§ PROBLEM DETAILS: Pull every line holding the word "Raya" out of the data and copy it.

------

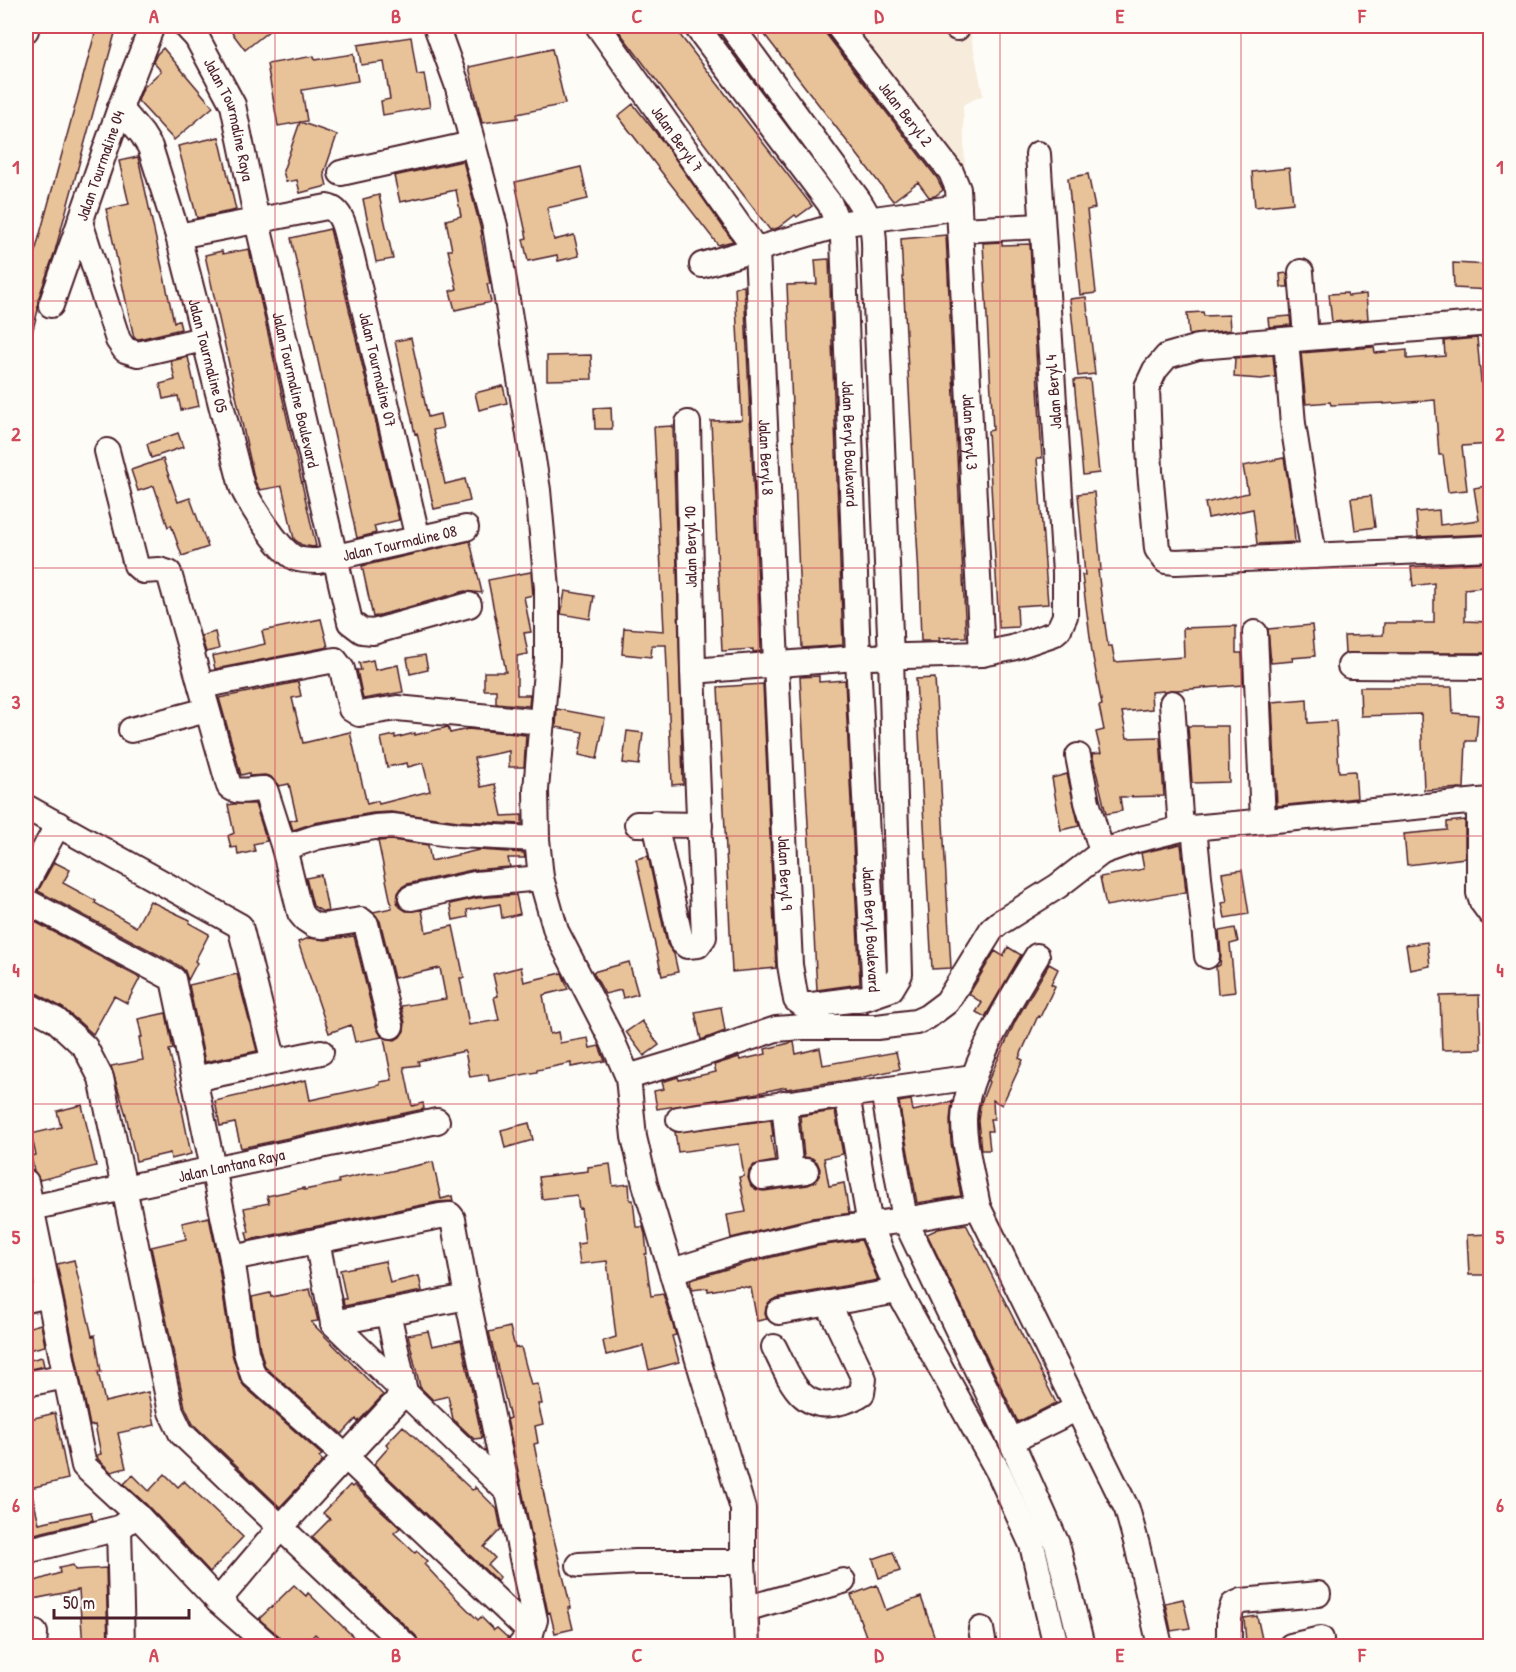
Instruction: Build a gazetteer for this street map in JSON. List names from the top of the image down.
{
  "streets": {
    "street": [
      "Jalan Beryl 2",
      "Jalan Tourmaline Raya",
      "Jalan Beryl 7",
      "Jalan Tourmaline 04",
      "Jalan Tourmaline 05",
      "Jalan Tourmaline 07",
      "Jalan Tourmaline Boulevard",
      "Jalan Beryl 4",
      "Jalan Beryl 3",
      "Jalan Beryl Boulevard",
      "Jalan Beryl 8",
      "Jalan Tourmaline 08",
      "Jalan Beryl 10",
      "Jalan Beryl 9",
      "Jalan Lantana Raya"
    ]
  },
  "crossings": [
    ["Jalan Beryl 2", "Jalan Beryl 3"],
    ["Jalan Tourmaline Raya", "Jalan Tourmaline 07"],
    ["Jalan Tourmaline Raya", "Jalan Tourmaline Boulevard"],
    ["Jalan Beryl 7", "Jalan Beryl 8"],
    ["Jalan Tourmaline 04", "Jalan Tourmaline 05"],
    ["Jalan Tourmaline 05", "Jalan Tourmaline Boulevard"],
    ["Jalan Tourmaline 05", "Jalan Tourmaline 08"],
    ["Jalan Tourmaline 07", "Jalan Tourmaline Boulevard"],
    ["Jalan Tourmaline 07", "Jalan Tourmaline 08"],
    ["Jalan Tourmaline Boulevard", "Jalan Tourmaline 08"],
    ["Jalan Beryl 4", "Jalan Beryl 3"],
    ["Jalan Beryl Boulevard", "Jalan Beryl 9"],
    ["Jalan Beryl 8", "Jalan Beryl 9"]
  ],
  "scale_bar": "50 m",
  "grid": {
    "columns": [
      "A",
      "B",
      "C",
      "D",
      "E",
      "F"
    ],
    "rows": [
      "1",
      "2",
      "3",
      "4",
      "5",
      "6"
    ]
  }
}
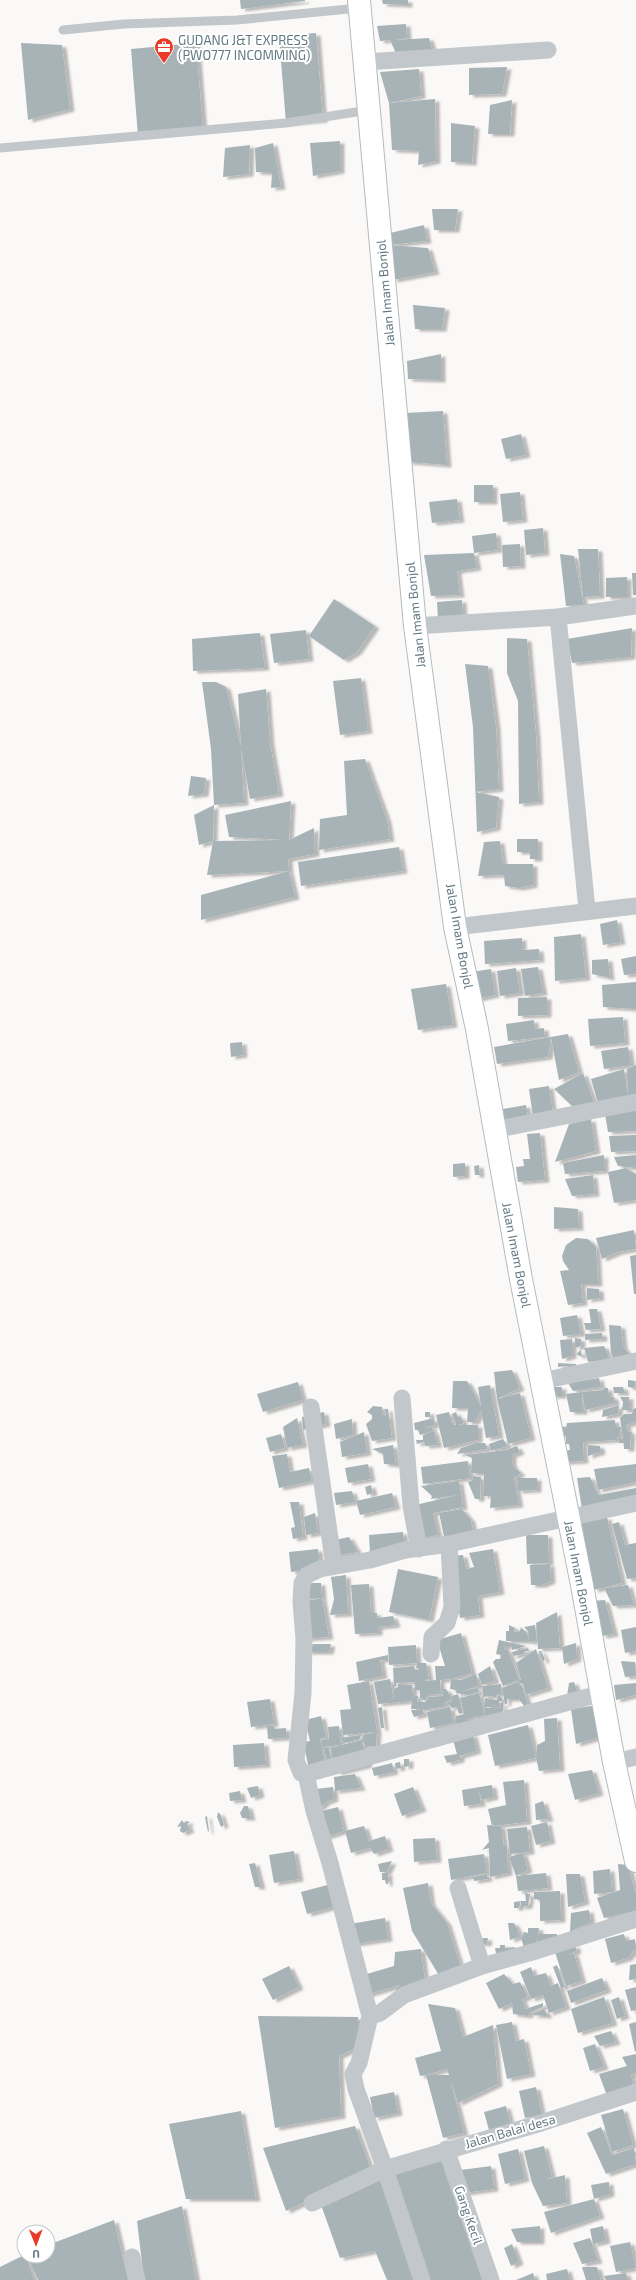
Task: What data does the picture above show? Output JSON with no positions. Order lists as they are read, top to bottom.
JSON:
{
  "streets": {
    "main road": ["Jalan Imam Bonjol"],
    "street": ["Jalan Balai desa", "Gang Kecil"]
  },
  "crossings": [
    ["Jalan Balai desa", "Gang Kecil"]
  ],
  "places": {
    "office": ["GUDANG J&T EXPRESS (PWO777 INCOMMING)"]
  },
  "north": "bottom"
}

------

§ EXPECTED ANSWER:
      "Jalan Tourmaline Raya",
      "Jalan Lantana Raya"
    ["Jalan Tourmaline Raya", "Jalan Tourmaline 07"],
    ["Jalan Tourmaline Raya", "Jalan Tourmaline Boulevard"],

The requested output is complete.